Pesach is coming. It’s time to prepare the kitchen and clean all the pullets to get them ready to make plentiful pots of chicken soup. Out comes the well-worn, inexpensive red tea kettle with the blue cap and yellow spout, the primary colors that matched our kitchen wall covering 29 years ago when our first child was a newborn. I can’t help keeping the old relic. With the children out on their own and living in all parts of the country, it beckons them as they return for the Seders. It’s the first thing they look for even before asking, “What’s to eat?”

This year is extra-special because our son is engaged. I knew that his fiancée was a keeper from the first time she came for Pesach and he pointed out the tea kettle with the red paint half burnt off the sides, and she reacted, “How cute.” My husband knew she was the one when she unabashedly led Dayenu.

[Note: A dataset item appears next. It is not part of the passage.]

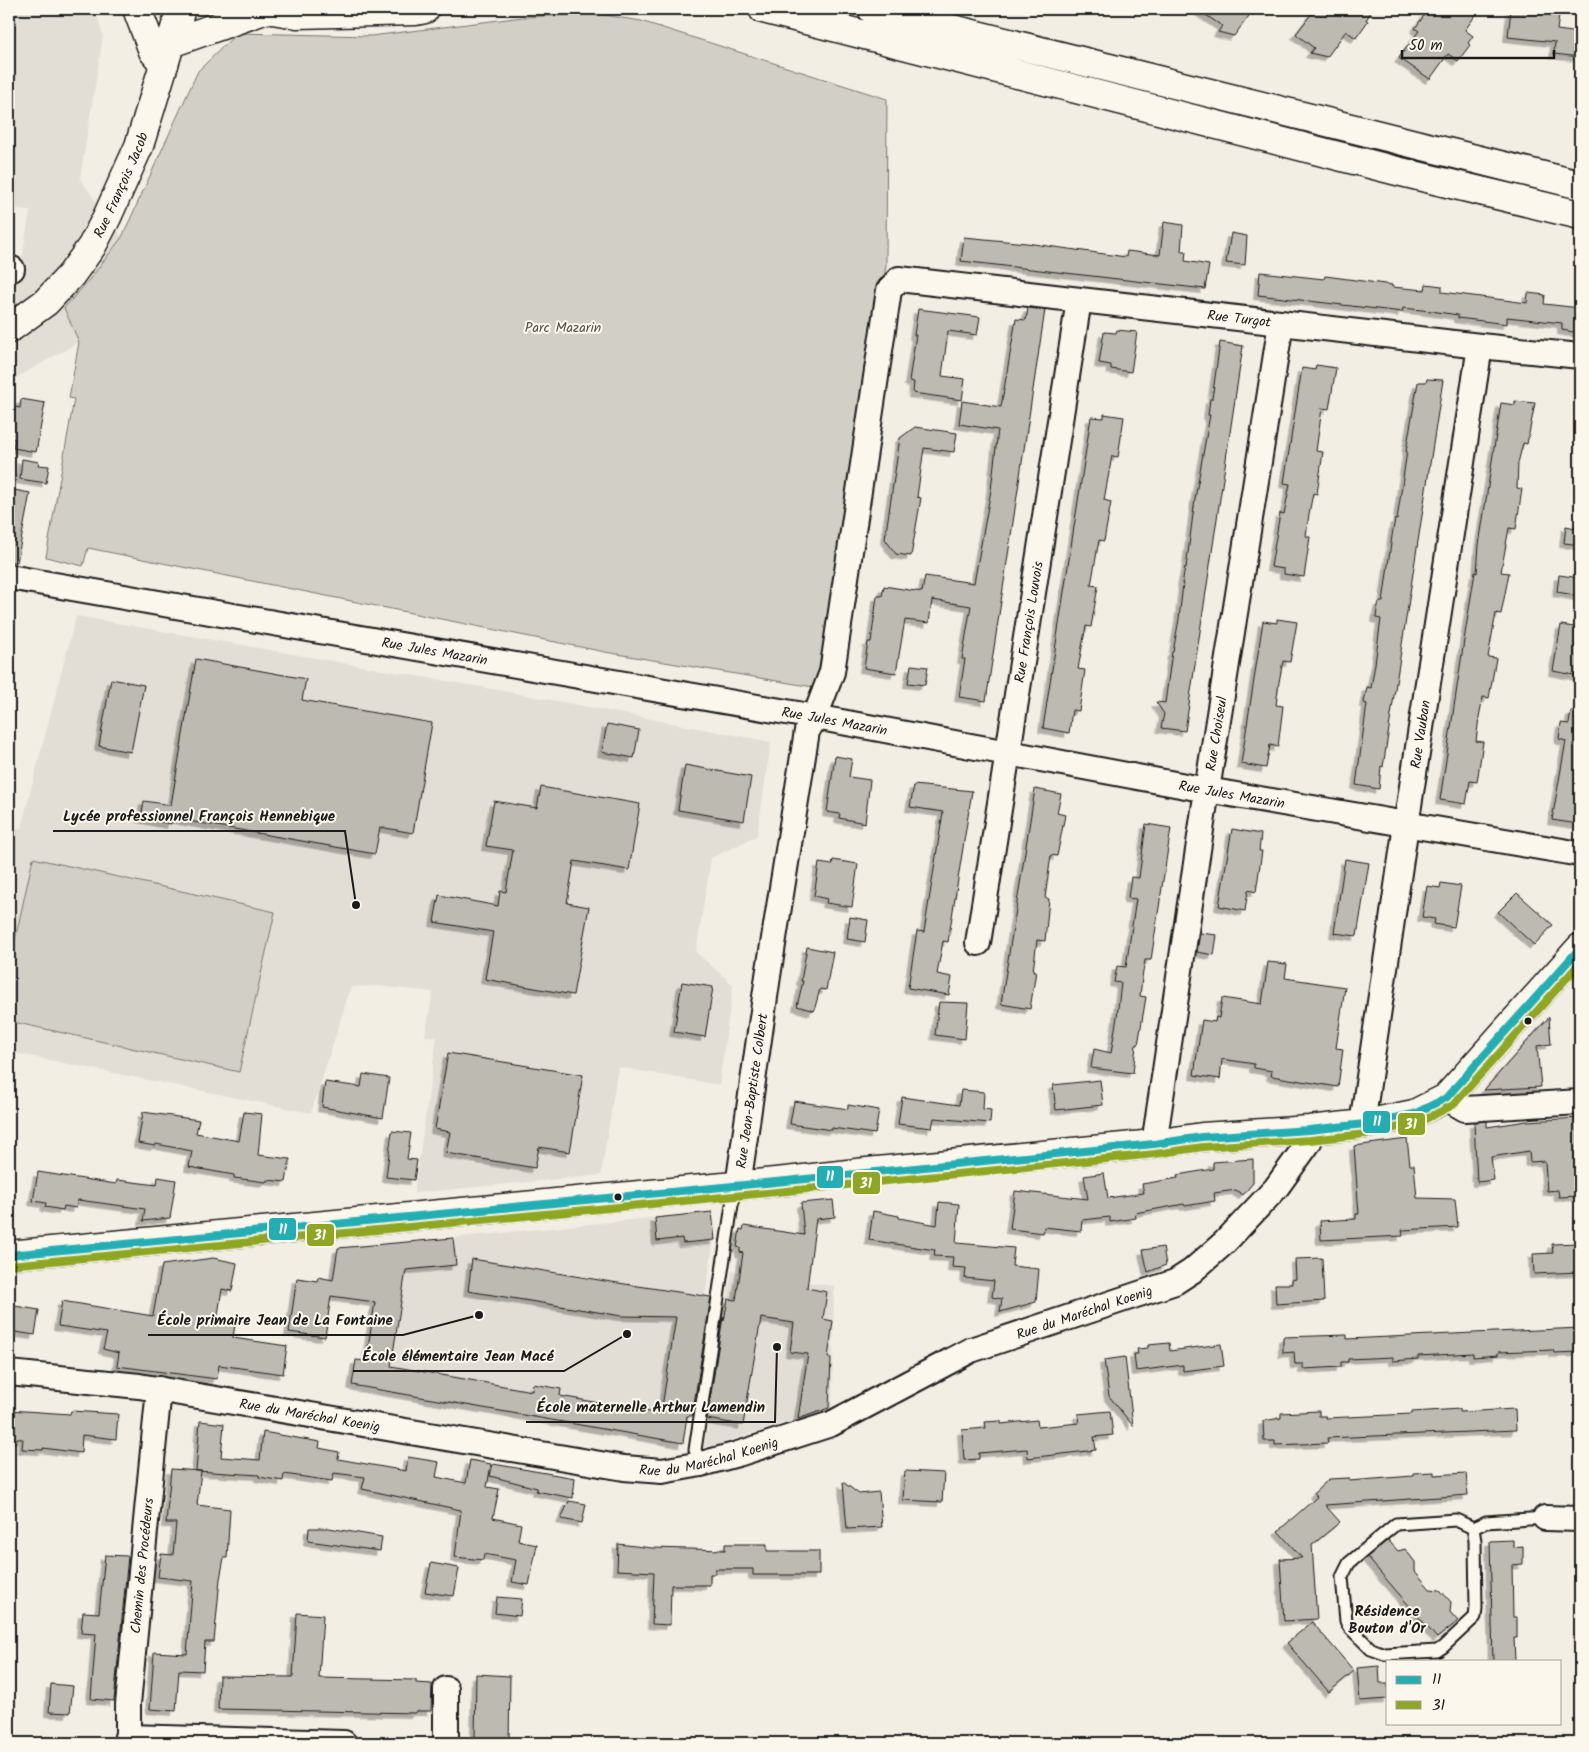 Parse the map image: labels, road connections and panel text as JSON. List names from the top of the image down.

In just a few days, we will sit at the Seder table, open our Haggadahs and hear the story of the Exodus. During the Seder, we will happily reminisce about all things “Pesach” from our own family tradition. The table at our house will be set with Papa Harry’s sugar bowl. He was the patriarch of my mother’s family. A religious man, he davened twice a day, in between ice and coal deliveries in Roselle and Linden and, according to my mother, he made the best gefilte fish. You could hear her lips smacking when she spoke about the delicacy.

There are all other kinds of precious hand-me-downs from our ancestors’ pasts, including items gifted to us at our engagement and wedding. With an inventory in my head, I can name the relatives who were the presenters and for which occasion. Now that various cousins come to celebrate with us, we get to talk about all those who came before, regaling our three children with not just the history and meaning of the items on the Seder plate, but with legends of our own family and their meaning to us.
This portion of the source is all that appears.